The grounds for using Q-former architecture for visual token compression are not sufficiently validated. If this Q-former structure aims for token compression into a fixed length, there should be a number of competitive techniques, including token sparsification, merging, pooling, convolution layers, MLPs, Mixture-of-experts, etc. I expect analyses that provide reasonable observations and insights into why this employed design is more appropriate than those nonparametric and parametric potential counterparts for Long-Horizon Embodied Intelligence.
Also, the effect of other components, such as training the LoRA or projector weights, is not clearly verified. At the same time, the discussion of the 'single skill token' is also not very clear. It is also possible to 1) produce multiple skill tokens, 2) perform the Hungarian algorithm to match 'multiple' skill tokens with relevant skill embeddings, and then 3) select the best-matched skill based on some importance/uncertainty metrics. More discussions and insights/evidence on the use of single-skill tokens would be helpful for the design choice of the proposed approach.
Efficiency comparison sounds not that reliable to me. Even baselines with LLM API calls have a fluctuation in inference time depending on network latency; it would be meaningful to compare the wall-clock running time/cost among baselines and the proposed methods under stable network conditions.
detailed explanations of the usage of GPT-4 for the skill library and the examples/format of /environment feedback' and 'the last skill position coordinate inventory list' are not provided. I believe the design choice of this structure also affects the model performance; the authors should provide detailed information in the appendix.

问题

Please see the weakness.

审稿意见

评分: 5置信度: 32024-11-05

This work introduces the Large Auto-Regressive Model (LARM) for long-horizon tasks, focusing on the Minecraft environment. LARM is built upon various existing techniques, including GPT-4, LoRA, and Q-Former. Given a specific target task, LARM takes multi-view images along with the corresponding task text as input to predict the next action. The predicted skill token is then used to match an existing skill set generated by GPT-4, allowing for selecting the optimal skill. The authors claim this approach is efficient as it predicts the next action directly. Additionally, to train LARM, the work introduces a data format known as ARNTS to manage sequential chains.
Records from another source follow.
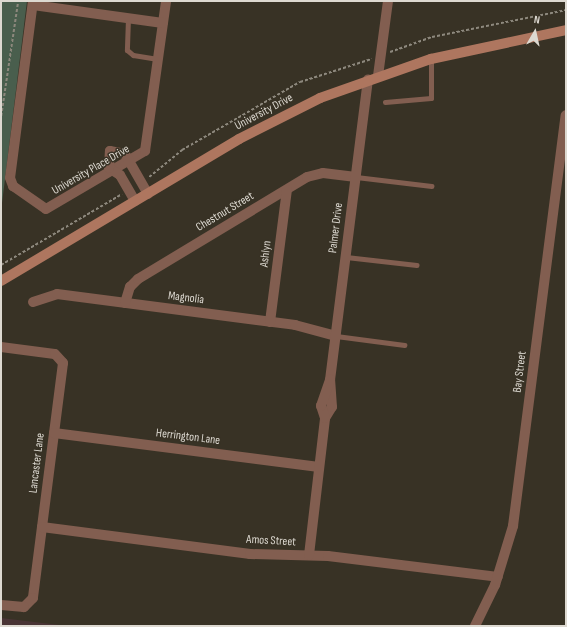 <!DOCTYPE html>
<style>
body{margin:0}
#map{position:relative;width:567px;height:627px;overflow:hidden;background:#383225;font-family:"Sofia Sans Condensed",sans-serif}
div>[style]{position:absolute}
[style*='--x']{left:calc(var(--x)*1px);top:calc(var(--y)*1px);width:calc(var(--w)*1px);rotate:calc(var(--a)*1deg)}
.education>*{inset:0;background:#493435}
.green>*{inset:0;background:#495e4d}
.path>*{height:1.5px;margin-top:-0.75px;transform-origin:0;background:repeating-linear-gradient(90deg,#8d887d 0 3px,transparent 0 5px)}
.service>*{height:5px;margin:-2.5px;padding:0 2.5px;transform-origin:2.5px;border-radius:2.5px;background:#825e50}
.minor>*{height:10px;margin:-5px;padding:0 5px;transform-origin:5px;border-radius:5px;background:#825e50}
.secondary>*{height:10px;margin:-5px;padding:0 5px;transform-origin:5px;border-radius:5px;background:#ae765f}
span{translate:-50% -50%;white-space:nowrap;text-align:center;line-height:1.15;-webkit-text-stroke:3px #383225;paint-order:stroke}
.street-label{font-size:12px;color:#ddd9d1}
.frame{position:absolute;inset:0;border:2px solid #ddd9d1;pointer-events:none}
.north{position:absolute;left:515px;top:12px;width:40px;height:40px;-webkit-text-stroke:3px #383225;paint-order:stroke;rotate:9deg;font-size:11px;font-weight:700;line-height:16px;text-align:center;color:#ddd9d1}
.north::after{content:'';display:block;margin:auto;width:14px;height:18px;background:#ddd9d1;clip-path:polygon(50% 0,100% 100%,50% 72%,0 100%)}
</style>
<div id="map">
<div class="education">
<i style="clip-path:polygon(1px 618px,68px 626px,1px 626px)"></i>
</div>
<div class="green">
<i style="clip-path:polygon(1px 1px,27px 1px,1px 211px)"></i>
</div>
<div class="path">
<i style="--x:390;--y:52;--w:45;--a:-19.7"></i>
<i style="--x:432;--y:37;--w:137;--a:-11.4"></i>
<i style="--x:1;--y:116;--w:116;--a:-81.6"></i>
<i style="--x:149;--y:177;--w:43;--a:-39.3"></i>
<i style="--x:182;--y:150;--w:136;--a:-30"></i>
<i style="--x:300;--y:82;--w:75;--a:-17.9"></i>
<i style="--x:1;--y:265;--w:140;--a:-30.4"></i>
</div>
<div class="service">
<i style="--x:128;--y:18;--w:32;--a:92"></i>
<i style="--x:127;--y:50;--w:8;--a:40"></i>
<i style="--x:133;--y:55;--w:25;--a:9"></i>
<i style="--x:385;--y:102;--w:46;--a:-5"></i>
<i style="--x:431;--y:98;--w:39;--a:-90"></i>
<i style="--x:356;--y:177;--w:76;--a:6.8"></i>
<i style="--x:346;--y:257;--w:71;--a:6.4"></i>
<i style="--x:336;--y:336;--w:69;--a:7.5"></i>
</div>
<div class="minor">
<i style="--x:33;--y:1;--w:178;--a:97.4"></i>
<i style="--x:10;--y:178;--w:9;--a:69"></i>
<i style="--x:13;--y:186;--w:40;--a:34.9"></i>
<i style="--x:46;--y:209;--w:115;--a:-30.4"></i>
<i style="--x:145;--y:151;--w:151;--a:-82"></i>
<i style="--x:33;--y:5;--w:131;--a:7.9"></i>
<i style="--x:378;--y:76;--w:76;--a:-82.4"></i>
<i style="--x:135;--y:201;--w:30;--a:-120"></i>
<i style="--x:120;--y:175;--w:13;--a:-148"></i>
<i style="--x:109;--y:168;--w:17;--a:-87"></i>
<i style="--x:110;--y:151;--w:15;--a:11"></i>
<i style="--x:125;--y:154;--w:46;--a:60.1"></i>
<i style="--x:33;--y:302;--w:25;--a:-18"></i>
<i style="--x:57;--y:294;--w:240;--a:7.4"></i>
<i style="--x:295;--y:325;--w:42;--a:15"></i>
<i style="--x:125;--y:303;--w:17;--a:-73"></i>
<i style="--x:130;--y:287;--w:11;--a:-45"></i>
<i style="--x:138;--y:279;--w:197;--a:-31.1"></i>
<i style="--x:307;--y:177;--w:16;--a:-14"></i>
<i style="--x:323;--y:173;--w:33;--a:7"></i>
<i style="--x:270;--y:322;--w:133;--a:-82.7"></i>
<i style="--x:1;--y:347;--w:54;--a:7.4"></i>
<i style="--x:55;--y:354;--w:12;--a:48"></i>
<i style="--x:63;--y:363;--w:237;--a:97.3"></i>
<i style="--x:33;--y:598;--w:13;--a:135"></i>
<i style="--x:24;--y:607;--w:23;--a:-175"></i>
<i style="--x:325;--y:418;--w:13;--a:-58"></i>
<i style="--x:332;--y:407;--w:27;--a:-94"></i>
<i style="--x:330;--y:380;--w:303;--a:-82.8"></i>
<i style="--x:54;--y:433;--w:267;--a:7.3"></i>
<i style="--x:42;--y:527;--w:210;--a:7.4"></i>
<i style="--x:250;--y:554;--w:78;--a:1.5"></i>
<i style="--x:328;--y:556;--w:171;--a:7"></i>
<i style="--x:309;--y:555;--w:138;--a:-83.3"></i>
<i style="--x:325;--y:418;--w:13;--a:-108"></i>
<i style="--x:321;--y:406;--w:28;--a:-71"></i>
<i style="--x:475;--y:626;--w:46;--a:-64"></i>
<i style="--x:495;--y:585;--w:62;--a:-73"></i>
<i style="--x:513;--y:526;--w:414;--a:-82.7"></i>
</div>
<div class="secondary">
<i style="--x:1;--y:281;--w:277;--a:-30.8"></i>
<i style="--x:239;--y:139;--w:91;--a:-26.8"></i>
<i style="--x:320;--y:98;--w:118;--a:-19.4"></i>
<i style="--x:431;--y:59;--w:138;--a:-12.1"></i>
</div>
<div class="street-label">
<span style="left:264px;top:112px;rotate:-28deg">University Drive</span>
<span style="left:91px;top:170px;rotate:-30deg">University Place Drive</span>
<span style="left:225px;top:212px;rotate:-31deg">Chestnut Street</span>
<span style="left:336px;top:228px;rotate:-83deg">Palmer Drive</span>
<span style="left:266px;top:254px;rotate:-83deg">Ashlyn</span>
<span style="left:186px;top:298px;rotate:7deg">Magnolia</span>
<span style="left:520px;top:372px;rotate:-83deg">Bay Street</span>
<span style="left:188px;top:437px;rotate:7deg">Herrington Lane</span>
<span style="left:37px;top:463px;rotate:-83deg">Lancaster Lane</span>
<span style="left:271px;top:541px;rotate:3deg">Amos Street</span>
</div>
<div class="frame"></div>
<div class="north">N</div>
</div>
Experimental results indicate that LARM outperforms existing reinforcement learning-based methods.

优点

The work is well-organized and includes numerous details that help readers understand the LARM process.
Besides LARM, the work defines a dataset for training the model, enabling LARM to learn sequential actions effectively.
A demonstration of LARM is also provided.

缺点

The method relies heavily on existing techniques, which undermines the novelty of the work.
The tasks in the experiments are not particularly challenging, raising concerns about the generalizability of LARM.
The formulation of LARM is relatively simple and closely resembles imitation learning. Aside from reinforcement learning methods, are there any imitation learning-based baselines to compare with LARM?
Furthermore, have the baselines in Tables 1 and 2 been fine-tuned with the same data as LARM?

问题

Please see weaknesses.

撤稿通知

2024-11-18

I have read and agree with the venue's withdrawal policy on behalf of myself and my co-authors.